## Instructions to follow
Below are the records; restate all of them exactly.

Source material START

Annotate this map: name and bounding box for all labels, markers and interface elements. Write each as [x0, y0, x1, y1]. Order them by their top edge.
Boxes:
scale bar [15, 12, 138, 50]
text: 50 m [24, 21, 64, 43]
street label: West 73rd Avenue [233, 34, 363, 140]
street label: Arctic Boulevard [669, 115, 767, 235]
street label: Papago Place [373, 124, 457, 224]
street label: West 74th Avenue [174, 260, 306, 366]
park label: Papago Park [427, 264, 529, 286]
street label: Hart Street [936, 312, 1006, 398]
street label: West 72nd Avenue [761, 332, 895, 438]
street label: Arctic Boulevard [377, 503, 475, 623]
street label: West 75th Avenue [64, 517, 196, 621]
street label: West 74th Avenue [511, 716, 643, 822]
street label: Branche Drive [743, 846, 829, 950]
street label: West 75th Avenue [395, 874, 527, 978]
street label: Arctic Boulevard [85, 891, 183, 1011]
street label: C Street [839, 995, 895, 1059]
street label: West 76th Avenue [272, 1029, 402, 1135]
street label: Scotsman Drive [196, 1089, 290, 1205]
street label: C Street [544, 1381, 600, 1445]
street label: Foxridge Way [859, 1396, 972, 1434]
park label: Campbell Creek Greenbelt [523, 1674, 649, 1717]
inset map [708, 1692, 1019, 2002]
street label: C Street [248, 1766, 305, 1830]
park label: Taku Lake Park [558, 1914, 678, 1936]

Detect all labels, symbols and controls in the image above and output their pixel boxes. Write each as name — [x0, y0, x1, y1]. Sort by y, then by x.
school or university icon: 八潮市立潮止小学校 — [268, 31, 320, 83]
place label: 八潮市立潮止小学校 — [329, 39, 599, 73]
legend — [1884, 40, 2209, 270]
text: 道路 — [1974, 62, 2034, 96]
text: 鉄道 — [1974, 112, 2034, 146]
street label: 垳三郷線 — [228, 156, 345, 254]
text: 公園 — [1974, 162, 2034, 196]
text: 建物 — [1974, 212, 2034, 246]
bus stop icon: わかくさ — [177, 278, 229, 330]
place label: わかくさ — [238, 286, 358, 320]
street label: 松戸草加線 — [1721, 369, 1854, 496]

Source material END

## Completed exercise
Annotate this map: name and bounding box for all labels, markers and interface elements. Write each as [x0, y0, x1, y1]. Order them by their top edge.
Boxes:
scale bar [15, 12, 138, 50]
text: 50 m [24, 21, 64, 43]
street label: West 73rd Avenue [233, 34, 363, 140]
street label: Arctic Boulevard [669, 115, 767, 235]
street label: Papago Place [373, 124, 457, 224]
street label: West 74th Avenue [174, 260, 306, 366]
park label: Papago Park [427, 264, 529, 286]
street label: Hart Street [936, 312, 1006, 398]
street label: West 72nd Avenue [761, 332, 895, 438]
street label: Arctic Boulevard [377, 503, 475, 623]
street label: West 75th Avenue [64, 517, 196, 621]
street label: West 74th Avenue [511, 716, 643, 822]
street label: Branche Drive [743, 846, 829, 950]
street label: West 75th Avenue [395, 874, 527, 978]
street label: Arctic Boulevard [85, 891, 183, 1011]
street label: C Street [839, 995, 895, 1059]
street label: West 76th Avenue [272, 1029, 402, 1135]
street label: Scotsman Drive [196, 1089, 290, 1205]
street label: C Street [544, 1381, 600, 1445]
street label: Foxridge Way [859, 1396, 972, 1434]
park label: Campbell Creek Greenbelt [523, 1674, 649, 1717]
inset map [708, 1692, 1019, 2002]
street label: C Street [248, 1766, 305, 1830]
park label: Taku Lake Park [558, 1914, 678, 1936]

Detect all labels, symbols and controls in the image above and output their pixel boxes. Write each as name — [x0, y0, x1, y1]. Sort by y, then by x.
school or university icon: 八潮市立潮止小学校 — [268, 31, 320, 83]
place label: 八潮市立潮止小学校 — [329, 39, 599, 73]
legend — [1884, 40, 2209, 270]
text: 道路 — [1974, 62, 2034, 96]
text: 鉄道 — [1974, 112, 2034, 146]
street label: 垳三郷線 — [228, 156, 345, 254]
text: 公園 — [1974, 162, 2034, 196]
text: 建物 — [1974, 212, 2034, 246]
bus stop icon: わかくさ — [177, 278, 229, 330]
place label: わかくさ — [238, 286, 358, 320]
street label: 松戸草加線 — [1721, 369, 1854, 496]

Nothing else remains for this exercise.